While the situation in Flint Michigan is tragic, it is simply the tip of the iceberg when it comes to the lead poisoning of our children.  It is estimated that as a result of failing to use an anti-corrosive in the water being pumped out of the Flint river, as many as 8,000 children were exposed to toxic levels of lead.  This has made the national news for several months now and prompted cries for the resignation of numerous state officials including the Governor.  The sad fact, however, is that in Massachusetts 7,000 children test positive for lead every year.  In 2014, the last year for which we have published statistics, 6,972 children under the age of six tested positive for lead.  And Massachusetts is not unique.   The stats are the same throughout the United States.  In fact it is estimated that there are 500,000 new cases of lead exposure in the United States every year!  The primary culprit is not contaminated water but rather simple house dust contaminated with lead.

While lead paint was banned from use in 1978, more than 1.0 million homes in Massachusetts (and 24 million homes nationwide) still contain lead paint.  The problem now is that with age, this paint is deteriorating and turning into dust which mixes with common house dust and is easily inhaled.  This dust circulates through the home’s HVAC system and coats the surfaces of every object a child comes in contact with.

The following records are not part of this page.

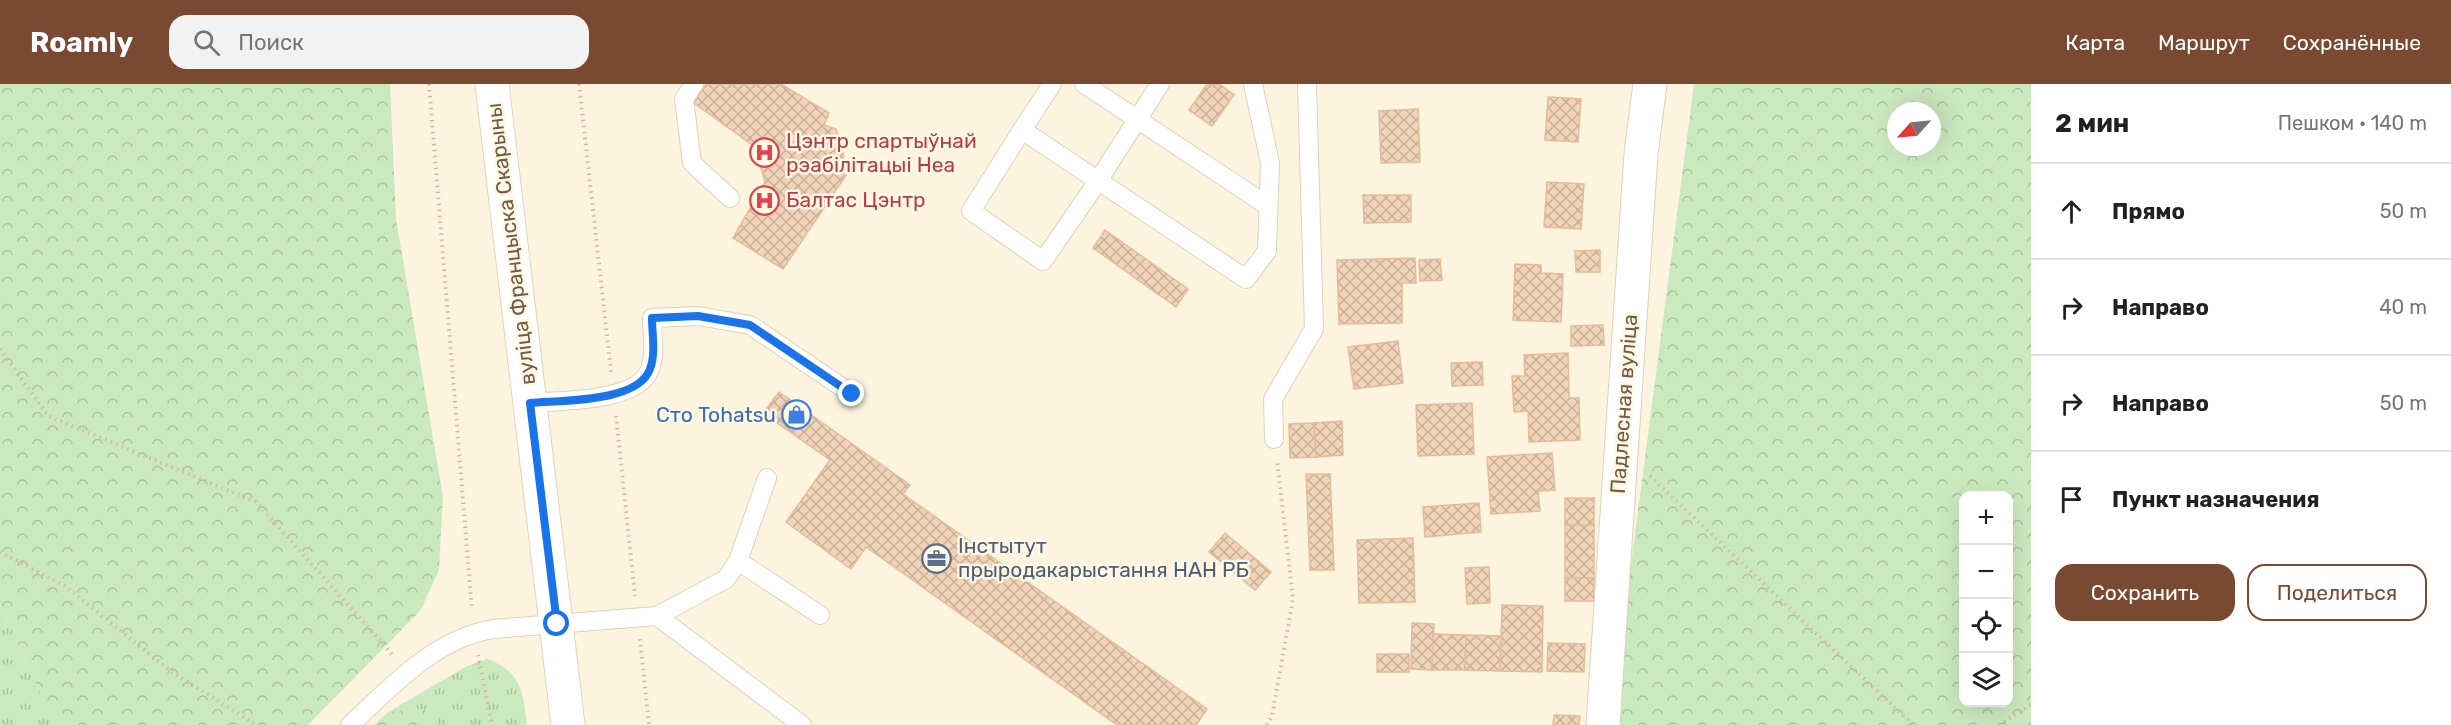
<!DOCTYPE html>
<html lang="ru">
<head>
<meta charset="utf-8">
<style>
  :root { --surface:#fff; --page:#f2f2f2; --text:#202124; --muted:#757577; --line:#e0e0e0; --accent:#7a4932 }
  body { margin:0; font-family:Rubik,sans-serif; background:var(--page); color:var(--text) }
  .controls { position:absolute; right:18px; bottom:18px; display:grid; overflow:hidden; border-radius:12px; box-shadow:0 6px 24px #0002 }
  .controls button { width:54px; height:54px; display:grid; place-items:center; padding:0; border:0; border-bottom:2px solid var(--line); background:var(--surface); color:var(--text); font:30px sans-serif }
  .compass { position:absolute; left:1887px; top:18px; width:54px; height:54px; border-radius:50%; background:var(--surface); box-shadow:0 6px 24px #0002; rotate:243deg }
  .stop { position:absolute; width:18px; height:18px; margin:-14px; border:4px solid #1a73e8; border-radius:50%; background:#fff }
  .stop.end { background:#1a73e8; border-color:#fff; box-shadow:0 2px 6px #0008 }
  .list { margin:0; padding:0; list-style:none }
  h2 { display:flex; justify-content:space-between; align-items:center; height:78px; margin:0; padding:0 24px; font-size:26px }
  h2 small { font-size:20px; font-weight:400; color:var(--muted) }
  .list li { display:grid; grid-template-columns:39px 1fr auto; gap:18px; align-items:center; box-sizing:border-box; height:96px; padding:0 24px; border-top:2px solid var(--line) }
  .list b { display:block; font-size:22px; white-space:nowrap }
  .list em { font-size:20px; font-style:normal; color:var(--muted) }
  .actions { display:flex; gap:12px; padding:18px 24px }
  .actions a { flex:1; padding:14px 0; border:2px solid var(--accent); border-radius:18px; text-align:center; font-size:21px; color:var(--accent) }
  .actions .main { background:var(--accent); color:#fff }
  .icon { flex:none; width:33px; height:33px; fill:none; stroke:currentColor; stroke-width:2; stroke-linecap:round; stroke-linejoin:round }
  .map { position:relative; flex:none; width:2031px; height:641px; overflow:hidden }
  header { display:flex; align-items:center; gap:36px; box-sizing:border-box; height:84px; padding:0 30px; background:var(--accent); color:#fff }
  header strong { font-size:28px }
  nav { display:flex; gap:33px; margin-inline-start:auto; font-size:21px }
  .search { width:420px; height:54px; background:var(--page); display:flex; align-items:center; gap:15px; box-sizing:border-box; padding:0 21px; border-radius:18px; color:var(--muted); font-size:22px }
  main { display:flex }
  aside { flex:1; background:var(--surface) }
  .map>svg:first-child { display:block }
</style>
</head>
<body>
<header>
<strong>Roamly</strong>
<div class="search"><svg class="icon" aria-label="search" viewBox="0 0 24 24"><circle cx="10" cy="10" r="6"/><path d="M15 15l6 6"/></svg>Поиск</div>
<nav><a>Карта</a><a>Маршрут</a><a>Сохранённые</a></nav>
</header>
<main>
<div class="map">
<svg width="2031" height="641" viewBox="0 0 2031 641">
  <defs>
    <pattern id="grass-tufts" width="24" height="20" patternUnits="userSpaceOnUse" patternTransform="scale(1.5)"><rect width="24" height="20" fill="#cbe9bf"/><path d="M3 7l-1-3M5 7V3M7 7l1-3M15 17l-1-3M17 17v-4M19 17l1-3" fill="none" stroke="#a9c09d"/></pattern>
    <pattern id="forest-crowns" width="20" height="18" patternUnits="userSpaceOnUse" patternTransform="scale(1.5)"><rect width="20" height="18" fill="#cbe9bf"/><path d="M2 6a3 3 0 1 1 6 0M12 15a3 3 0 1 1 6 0" fill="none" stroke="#a9c09d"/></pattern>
    <pattern id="building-cross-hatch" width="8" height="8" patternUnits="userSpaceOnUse" patternTransform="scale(1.5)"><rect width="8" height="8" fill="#f1d4b7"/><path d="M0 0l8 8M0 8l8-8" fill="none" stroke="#c8af97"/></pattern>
  </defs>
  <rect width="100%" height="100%" fill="#fcf4df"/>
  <!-- grass -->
  <g fill="url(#grass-tufts)">
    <path d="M0,520L46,622L64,641H0Z"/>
    <path d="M488,575C522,589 523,608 527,641H439L425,625L390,627L467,582Z"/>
  </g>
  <!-- forest -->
  <g fill="url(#forest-crowns)" fill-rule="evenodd">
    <path d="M0,0H390L396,135L443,413L439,486L420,527L308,641H64L46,622L0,520Z"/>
    <path d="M1694,0H2031V641H1610ZM1896,27H1932V63H1896ZM1964,412H2008V618H1964Z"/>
    <path d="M425,625L439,641H374L390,627Z"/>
  </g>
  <!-- building -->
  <g fill="url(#building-cross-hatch)" stroke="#e4bd98" stroke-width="1.5">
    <path d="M706,0H781L829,29L824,41L836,45L844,73L836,87L846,91L783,185L733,154L765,98L755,63L694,19Z"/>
    <path d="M1207,0H1219L1234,11L1212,42L1189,26Z"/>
    <path d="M1548,13L1581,15L1578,58L1545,56Z"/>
    <path d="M1418,25L1420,78L1381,79L1379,27Z"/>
    <path d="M1547,98L1584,100L1581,145L1544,143Z"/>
    <path d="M1363,111H1411V138L1364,139Z"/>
    <path d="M1105,146L1188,205L1176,223L1093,164Z"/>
    <path d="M1600,166V188H1576L1575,167Z"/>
    <path d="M1415,174L1416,199H1402V239L1339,240L1337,176Z"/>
    <path d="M1440,175L1442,196L1420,197L1419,176Z"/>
    <path d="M1515,180L1541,181V189L1563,190L1561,238L1513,236Z"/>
    <path d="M1603,241L1604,261L1571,262V242Z"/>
    <path d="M1398,257L1403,299L1354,305L1348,263Z"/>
    <path d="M1568,269L1569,314H1579L1580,356L1529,358L1528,327L1514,328L1512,292H1525L1524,271Z"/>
    <path d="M1482,278L1483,301L1452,302L1451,279Z"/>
    <path d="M779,308L910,401L903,410L1207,625L1196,641H1117L866,463L851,485L786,438L830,376L763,329Z"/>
    <path d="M1472,319L1474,370L1418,372L1416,321Z"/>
    <path d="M1342,337L1343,371L1316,373L1314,339Z"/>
    <path d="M1314,339L1316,373L1290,374L1289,340Z"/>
    <path d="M1552,369L1555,406L1538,407L1540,427L1491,430L1487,373Z"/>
    <path d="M1306,390H1330L1334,486H1310Z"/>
    <rect x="1565" y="414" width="29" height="27"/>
    <path d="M1479,419L1481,448L1425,453L1423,423Z"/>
    <rect x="1565" y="441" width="29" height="53"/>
    <path d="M1225,449L1271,488L1255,506L1209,468Z"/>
    <path d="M1413,454L1415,518L1359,519L1357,456Z"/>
    <path d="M1489,483L1490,519L1467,520L1465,484Z"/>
    <rect x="1565" y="494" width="29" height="23"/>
    <path d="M1502,521L1543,522L1542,588L1500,587Z"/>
    <path d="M1412,539L1434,540L1432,586L1411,585Z"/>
    <path d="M1433,550L1466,551L1465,586H1432Z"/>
    <path d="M1466,551L1501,552L1500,587L1465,586Z"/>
    <path d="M1548,559L1585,560L1584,588L1547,587Z"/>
    <rect x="1377" y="570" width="32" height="18"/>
    <path d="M1554,631L1580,632L1579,641H1553Z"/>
  </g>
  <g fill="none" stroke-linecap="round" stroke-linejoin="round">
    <defs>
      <g id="lane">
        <path d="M694,0L684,15L692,79L730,114"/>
        <path d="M1052,0L1022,46L1246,195L1267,167L1270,79L1253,0"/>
        <path d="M1084,0L1268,122"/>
        <path d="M1022,46L971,127L1043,177L1098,97L1160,0"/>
        <path d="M530,319C560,316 638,319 650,285C656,269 652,251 652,234L698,232L750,241L852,310"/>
        <path d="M1274,355L1273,315L1314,245L1307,0"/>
        <path d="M738,477L767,394"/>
        <path d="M657,532L802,641"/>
        <path d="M350,641C392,602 434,555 493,545L657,532L726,495L738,477L820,531"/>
      </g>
      <path id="street" d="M1603,641L1641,70L1650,0"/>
      <path id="secondary" d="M492,0L568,641"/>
    </defs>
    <!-- lane casing -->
    <use href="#lane" stroke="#e0d0bc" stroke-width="20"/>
    <!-- street casing -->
    <use href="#street" stroke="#e0d0bc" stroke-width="35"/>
    <!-- secondary casing -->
    <use href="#secondary" stroke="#e5d2ba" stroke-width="35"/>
    <!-- path -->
    <g stroke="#d5b89b" stroke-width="4" stroke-dasharray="1.5 4.5" stroke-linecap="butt">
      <path d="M429,0L472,526"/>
      <path d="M579,0L611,288"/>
      <path d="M0,265L48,332L256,418L392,570"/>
      <path d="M616,332L635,512"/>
      <path d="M1650,392L1913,641"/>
      <path d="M0,468L65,502L169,586L256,641"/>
      <path d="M640,555L649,641"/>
      <path d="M478,571L492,641"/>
      <path d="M1267,641L1272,632L1293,515L1277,376"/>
      <path d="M1999,641L2031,620"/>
    </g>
    <!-- lane -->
    <use href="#lane" stroke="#fff" stroke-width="18"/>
    <!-- street -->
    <use href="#street" stroke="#fff" stroke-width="33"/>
    <!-- secondary -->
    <use href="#secondary" stroke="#fff" stroke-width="33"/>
  </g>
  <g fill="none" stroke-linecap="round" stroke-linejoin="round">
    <!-- route -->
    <path stroke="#1a73e8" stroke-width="8" d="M557,540L530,319C560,316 638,319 650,285C656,269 652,250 652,234L698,232L750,241L852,310"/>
  </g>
  <!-- icons -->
  <defs>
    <symbol id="hospital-ring" viewBox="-11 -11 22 22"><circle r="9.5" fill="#fff8e5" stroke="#e0444e" stroke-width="1.5"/><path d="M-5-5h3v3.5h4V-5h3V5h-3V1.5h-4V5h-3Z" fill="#e0444e"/></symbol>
    <symbol id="shop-ring" viewBox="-11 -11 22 22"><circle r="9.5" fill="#fff8e5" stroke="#3f7fe0" stroke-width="1.5"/><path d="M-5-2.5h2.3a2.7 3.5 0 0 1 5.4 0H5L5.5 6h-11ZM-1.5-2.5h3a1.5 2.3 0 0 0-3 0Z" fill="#3f7fe0"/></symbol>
    <symbol id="office-ring" viewBox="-11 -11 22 22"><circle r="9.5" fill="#fff8e5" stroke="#5c6f8a" stroke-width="1.5"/><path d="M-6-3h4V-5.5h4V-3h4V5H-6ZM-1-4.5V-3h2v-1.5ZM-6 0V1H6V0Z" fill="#5c6f8a"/></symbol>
  </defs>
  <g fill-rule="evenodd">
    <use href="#hospital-ring" x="748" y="52" width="33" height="33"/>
    <use href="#hospital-ring" x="748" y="100" width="33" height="33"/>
    <use href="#shop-ring" x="780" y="314" width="33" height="33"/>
    <use href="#office-ring" x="920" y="458" width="33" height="33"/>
  </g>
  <g text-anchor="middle" stroke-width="5" stroke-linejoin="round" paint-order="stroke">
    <!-- health labels -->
    <g font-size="21" fill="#be3a42" stroke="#fff8e5" text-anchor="start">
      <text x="786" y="64">Цэнтр спартыўнай<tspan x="786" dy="24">рэабілітацыі Неа</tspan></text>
      <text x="786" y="123">Балтас Цэнтр</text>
    </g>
    <!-- street labels -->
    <g font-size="21" fill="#725b47" stroke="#fff8e5">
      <text transform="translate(511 160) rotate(-97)" y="7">вуліца Францыска Скарыны</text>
      <text transform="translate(1624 320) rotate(-86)" y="7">Падлесная вуліца</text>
    </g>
    <!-- shop labels -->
    <g font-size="21" fill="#366cbe" stroke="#fff8e5" text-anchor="end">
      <text x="776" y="338">Сто Tohatsu</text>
    </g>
    <!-- service labels -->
    <g font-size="21" fill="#4e5e75" stroke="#fff8e5" text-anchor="start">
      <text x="958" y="469">Інстытут<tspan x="958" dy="24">прыродакарыстання НАН РБ</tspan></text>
    </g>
  </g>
</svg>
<div class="controls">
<button>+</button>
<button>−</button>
<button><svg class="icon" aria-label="locate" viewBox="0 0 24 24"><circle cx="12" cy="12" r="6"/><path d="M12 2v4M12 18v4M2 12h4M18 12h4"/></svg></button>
<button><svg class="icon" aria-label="layers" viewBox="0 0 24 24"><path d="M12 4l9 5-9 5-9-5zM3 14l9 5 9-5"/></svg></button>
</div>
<svg class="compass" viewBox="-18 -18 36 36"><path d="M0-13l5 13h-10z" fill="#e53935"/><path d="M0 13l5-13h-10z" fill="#757577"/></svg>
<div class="stop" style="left:557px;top:540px"></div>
<div class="stop end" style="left:852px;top:310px"></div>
</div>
<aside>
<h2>2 мин<small>Пешком · 140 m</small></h2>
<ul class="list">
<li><svg class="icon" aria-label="ahead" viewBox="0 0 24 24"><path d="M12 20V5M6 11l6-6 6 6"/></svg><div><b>Прямо</b></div><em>50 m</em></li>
<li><svg class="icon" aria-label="right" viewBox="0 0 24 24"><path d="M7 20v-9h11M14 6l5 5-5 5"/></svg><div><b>Направо</b></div><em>40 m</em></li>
<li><svg class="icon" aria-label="right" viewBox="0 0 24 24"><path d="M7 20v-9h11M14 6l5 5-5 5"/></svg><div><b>Направо</b></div><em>50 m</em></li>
<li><svg class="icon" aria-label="arrive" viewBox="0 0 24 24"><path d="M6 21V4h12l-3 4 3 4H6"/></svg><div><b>Пункт назначения</b></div></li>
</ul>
<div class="actions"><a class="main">Сохранить</a><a>Поделиться</a></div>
</aside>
</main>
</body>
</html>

The effect of exposure to lead paint at any level is toxic and it is irreversible.  Exposure to lead paint during a child’s formative years will result in impaired cognitive development, learning disabilities, lowered IQ, ADHD, Autism, and anti-social and violent behavior.  Often times these problems are not initially attributed to lead exposure.  It is only after the child or the house tests positive for lead that doctors realize that the child’s symptoms could have been prevented if only the source of the lead had been eliminated.

Not only is the cost to society of childhood lead exposure enormous as these children who have been exposed to lead at a young age grow up suffering from significantly increased levels of depression, anti-social behavior incarceration, underemployment and unemployment, but as with most societal harms, it falls disproportionately on those in the lower socioeconomic rungs of society.  With the cost of de-leading a home often exceeding $10,000 many poorer parents simply do not have the means to pay to have their home professionally deleaded and while there are strict rules requiring landlords to delead their properties if they rent to families with young children, the unfortunate truth is that many landlords simply ignore these laws and many tenants simply do not know enough to insist and frankly do not fully understand the risk that they are taking with their children’s wellbeing.

If there were any other problem that was having such a profound effect on fully 500,000 of our most vulnerable citizens every single year, year after year, the nation would be up in arms demanding that government find a solution.  The insidious nature of lead poisoning, however, allows this problem to go most mostly unnoticed.  There are no outward signs of lead exposure and the symptoms are often misdiagnosed.  Yet the effects are devastating and lifelong.  It is only when there is a tragedy on the scale of the crisis in Flint Michigan that people begin talking about the effects of childhood exposure to lead.  It is our hope that the tragedy in Flint will act as a wake-up call to our state houses and legislatures to enact legislation aimed at eliminating the problem of exposing our children to lead dust created by disintegrating lead paint in our and apartments built prior to 1978.